◆ Task requirements
Each record that follows is to be reproduced verbatim.

*** Material for the task ***

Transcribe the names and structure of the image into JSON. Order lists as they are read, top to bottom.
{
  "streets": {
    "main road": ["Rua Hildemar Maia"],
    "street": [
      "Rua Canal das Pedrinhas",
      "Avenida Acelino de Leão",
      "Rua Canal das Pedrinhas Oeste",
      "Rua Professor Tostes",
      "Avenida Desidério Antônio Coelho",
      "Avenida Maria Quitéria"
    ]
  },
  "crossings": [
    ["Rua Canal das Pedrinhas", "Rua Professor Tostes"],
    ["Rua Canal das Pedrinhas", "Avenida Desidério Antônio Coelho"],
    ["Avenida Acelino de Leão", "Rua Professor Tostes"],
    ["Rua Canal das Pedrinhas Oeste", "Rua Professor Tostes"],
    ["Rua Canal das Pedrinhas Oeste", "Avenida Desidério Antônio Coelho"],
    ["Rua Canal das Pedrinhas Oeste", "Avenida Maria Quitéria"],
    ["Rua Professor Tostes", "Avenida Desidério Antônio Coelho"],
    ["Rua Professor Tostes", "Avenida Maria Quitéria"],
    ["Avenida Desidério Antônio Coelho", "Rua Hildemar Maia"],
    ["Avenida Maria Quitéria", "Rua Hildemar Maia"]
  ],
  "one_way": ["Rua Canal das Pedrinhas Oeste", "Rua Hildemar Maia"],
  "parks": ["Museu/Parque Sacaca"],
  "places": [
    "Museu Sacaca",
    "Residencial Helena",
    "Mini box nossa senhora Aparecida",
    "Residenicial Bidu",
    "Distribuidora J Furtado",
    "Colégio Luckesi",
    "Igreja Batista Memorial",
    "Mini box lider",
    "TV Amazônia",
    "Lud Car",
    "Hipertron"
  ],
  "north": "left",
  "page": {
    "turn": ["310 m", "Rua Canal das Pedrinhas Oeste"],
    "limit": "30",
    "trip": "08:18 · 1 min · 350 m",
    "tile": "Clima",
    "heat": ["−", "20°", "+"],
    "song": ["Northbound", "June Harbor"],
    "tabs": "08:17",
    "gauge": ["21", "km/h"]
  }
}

***

◆ Response area
Transcribe the names and structure of the image into JSON. Order lists as they are read, top to bottom.
{
  "streets": {
    "main road": ["Rua Hildemar Maia"],
    "street": [
      "Rua Canal das Pedrinhas",
      "Avenida Acelino de Leão",
      "Rua Canal das Pedrinhas Oeste",
      "Rua Professor Tostes",
      "Avenida Desidério Antônio Coelho",
      "Avenida Maria Quitéria"
    ]
  },
  "crossings": [
    ["Rua Canal das Pedrinhas", "Rua Professor Tostes"],
    ["Rua Canal das Pedrinhas", "Avenida Desidério Antônio Coelho"],
    ["Avenida Acelino de Leão", "Rua Professor Tostes"],
    ["Rua Canal das Pedrinhas Oeste", "Rua Professor Tostes"],
    ["Rua Canal das Pedrinhas Oeste", "Avenida Desidério Antônio Coelho"],
    ["Rua Canal das Pedrinhas Oeste", "Avenida Maria Quitéria"],
    ["Rua Professor Tostes", "Avenida Desidério Antônio Coelho"],
    ["Rua Professor Tostes", "Avenida Maria Quitéria"],
    ["Avenida Desidério Antônio Coelho", "Rua Hildemar Maia"],
    ["Avenida Maria Quitéria", "Rua Hildemar Maia"]
  ],
  "one_way": ["Rua Canal das Pedrinhas Oeste", "Rua Hildemar Maia"],
  "parks": ["Museu/Parque Sacaca"],
  "places": [
    "Museu Sacaca",
    "Residencial Helena",
    "Mini box nossa senhora Aparecida",
    "Residenicial Bidu",
    "Distribuidora J Furtado",
    "Colégio Luckesi",
    "Igreja Batista Memorial",
    "Mini box lider",
    "TV Amazônia",
    "Lud Car",
    "Hipertron"
  ],
  "north": "left",
  "page": {
    "turn": ["310 m", "Rua Canal das Pedrinhas Oeste"],
    "limit": "30",
    "trip": "08:18 · 1 min · 350 m",
    "tile": "Clima",
    "heat": ["−", "20°", "+"],
    "song": ["Northbound", "June Harbor"],
    "tabs": "08:17",
    "gauge": ["21", "km/h"]
  }
}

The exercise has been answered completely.